Started off with Arithmetic (profit and loss; percentages; time, distance and speed) followed by Algebra, concluded by Number System & Geometry.
After six months, I felt confident about the basics of QA. The coaching further helped me build on them. I regularly solved the coaching material to test whatever I had learned in those six months.
When I started appearing for the mocks, I was scoring around 85 percentile in the QA section with 15 attempts on an average and an accuracy rate of 80%. I knew that my attempt rate was low (one must attempt around 28–30 questions in the QA section).
In order to increase my attempt, I checked which chapters am I not attempting. Then, I started revisiting the concepts of those topics, solving their advance material (LOD 2) and giving their sectional tests to develop a comfort level.

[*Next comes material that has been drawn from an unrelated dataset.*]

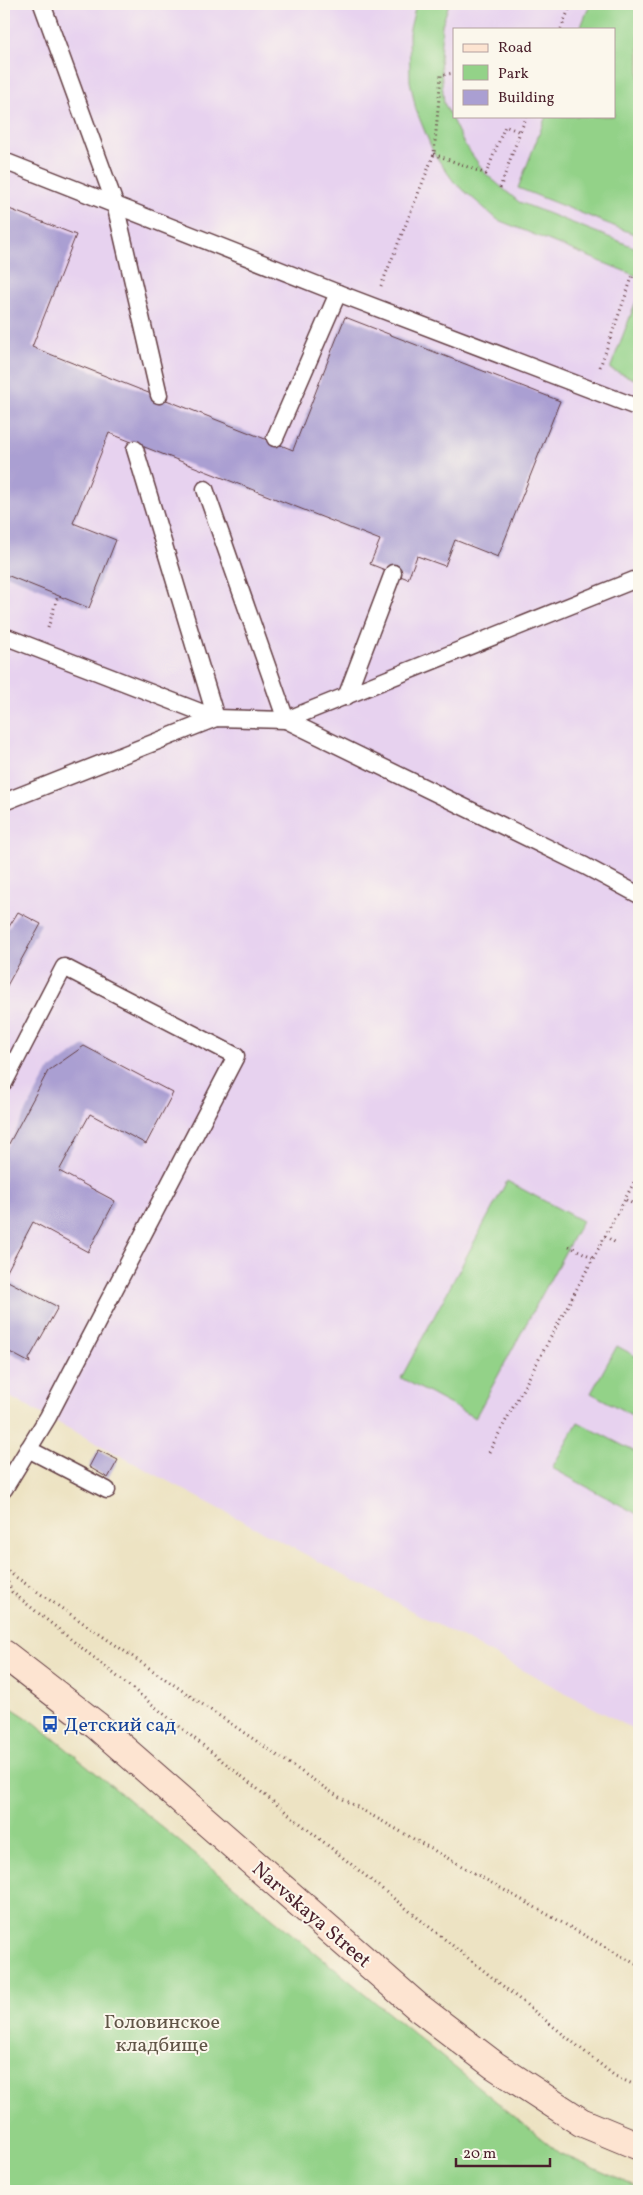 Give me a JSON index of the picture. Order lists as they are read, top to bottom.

After consistently working on each of the weak topics, I managed to raise my score to 95–97 percentile in the QA section in the mocks. Finally, I scored around 95 percentile in the CAT exam (committed silly errors due to the pressure carried over from the LRDI section).
Major takeaways:
Preparation for the QA section is laborious, especially if you are beginning from the scratch. So, you must learn to be patient.

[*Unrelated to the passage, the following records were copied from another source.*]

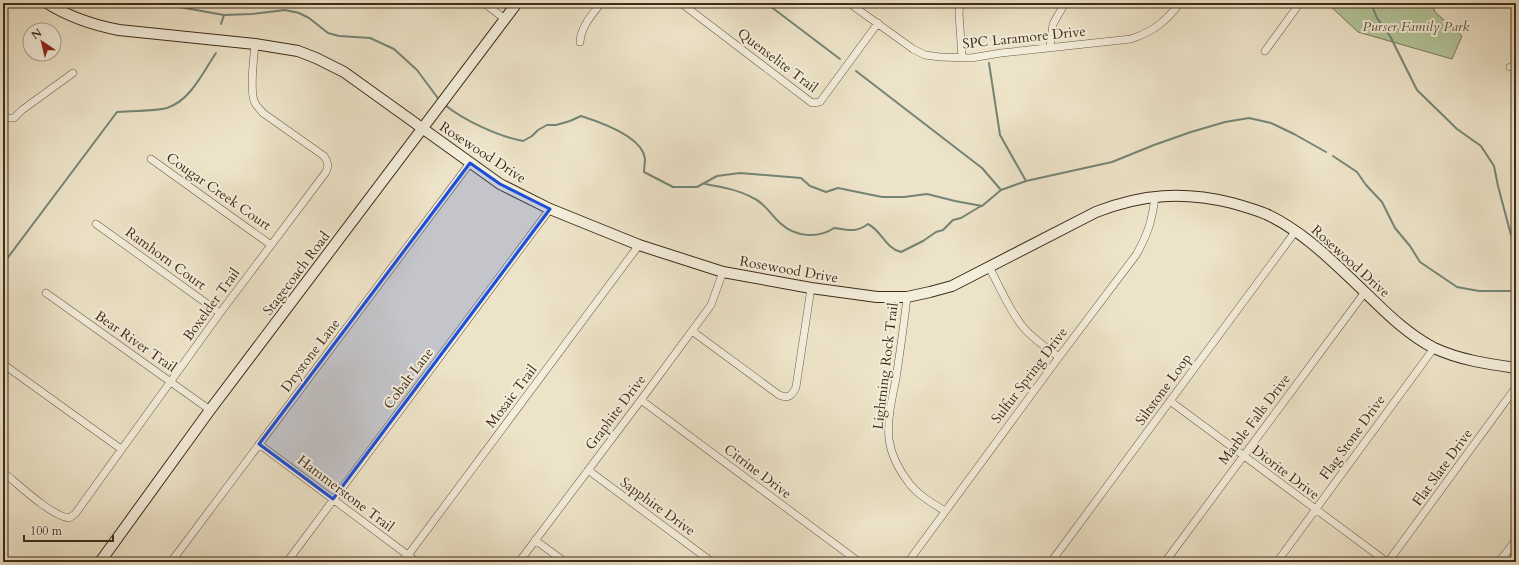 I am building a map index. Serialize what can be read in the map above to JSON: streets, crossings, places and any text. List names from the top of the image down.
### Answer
{
  "streets": {
    "street": [
      "SPC Laramore Drive",
      "Quenselite Trail",
      "Rosewood Drive",
      "Cougar Creek Court",
      "Ramhorn Court",
      "Stagecoach Road",
      "Boxelder Trail",
      "Bear River Trail",
      "Drystone Lane",
      "Lightning Rock Trail",
      "Sulfur Spring Drive",
      "Cobalt Lane",
      "Siltstone Loop",
      "Mosaic Trail",
      "Graphite Drive",
      "Marble Falls Drive",
      "Flag Stone Drive",
      "Flat Slate Drive",
      "Citrine Drive",
      "Diorite Drive",
      "Hammerstone Trail",
      "Sapphire Drive"
    ]
  },
  "crossings": [
    ["SPC Laramore Drive", "Quenselite Trail"],
    ["Rosewood Drive", "Stagecoach Road"],
    ["Rosewood Drive", "Boxelder Trail"],
    ["Rosewood Drive", "Drystone Lane"],
    ["Rosewood Drive", "Lightning Rock Trail"],
    ["Rosewood Drive", "Sulfur Spring Drive"],
    ["Rosewood Drive", "Cobalt Lane"],
    ["Rosewood Drive", "Siltstone Loop"],
    ["Rosewood Drive", "Mosaic Trail"],
    ["Rosewood Drive", "Graphite Drive"],
    ["Rosewood Drive", "Marble Falls Drive"],
    ["Rosewood Drive", "Flag Stone Drive"],
    ["Cougar Creek Court", "Boxelder Trail"],
    ["Ramhorn Court", "Boxelder Trail"],
    ["Stagecoach Road", "Bear River Trail"],
    ["Boxelder Trail", "Bear River Trail"],
    ["Drystone Lane", "Hammerstone Trail"],
    ["Lightning Rock Trail", "Sulfur Spring Drive"],
    ["Cobalt Lane", "Hammerstone Trail"],
    ["Siltstone Loop", "Diorite Drive"],
    ["Mosaic Trail", "Hammerstone Trail"],
    ["Graphite Drive", "Citrine Drive"],
    ["Graphite Drive", "Sapphire Drive"],
    ["Marble Falls Drive", "Diorite Drive"],
    ["Flag Stone Drive", "Diorite Drive"],
    ["Flat Slate Drive", "Diorite Drive"]
  ],
  "parks": ["Purser Family Park"],
  "scale_bar": "100 m",
  "north": "top left"
}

Don’t set targets to study X number of hours a day. Instead, set targets to finish each chapter in Y number of days (depending upon the length).
Start with topics you feel comfortable in. Number System & Geometry, each have further 8–10 sub-topics, don’t begin with them.
Stay regular, even if you’re solving just 10–20 questions a day. Always refer to the solutions given at the end of the book to recheck your method.
Don’t let the pressure of one section get carried over to another section. I regret it to date, even though it cost me nothing in the hindsight :)
(This was a requested post, send me your query in case you also want it to be posted on the blog)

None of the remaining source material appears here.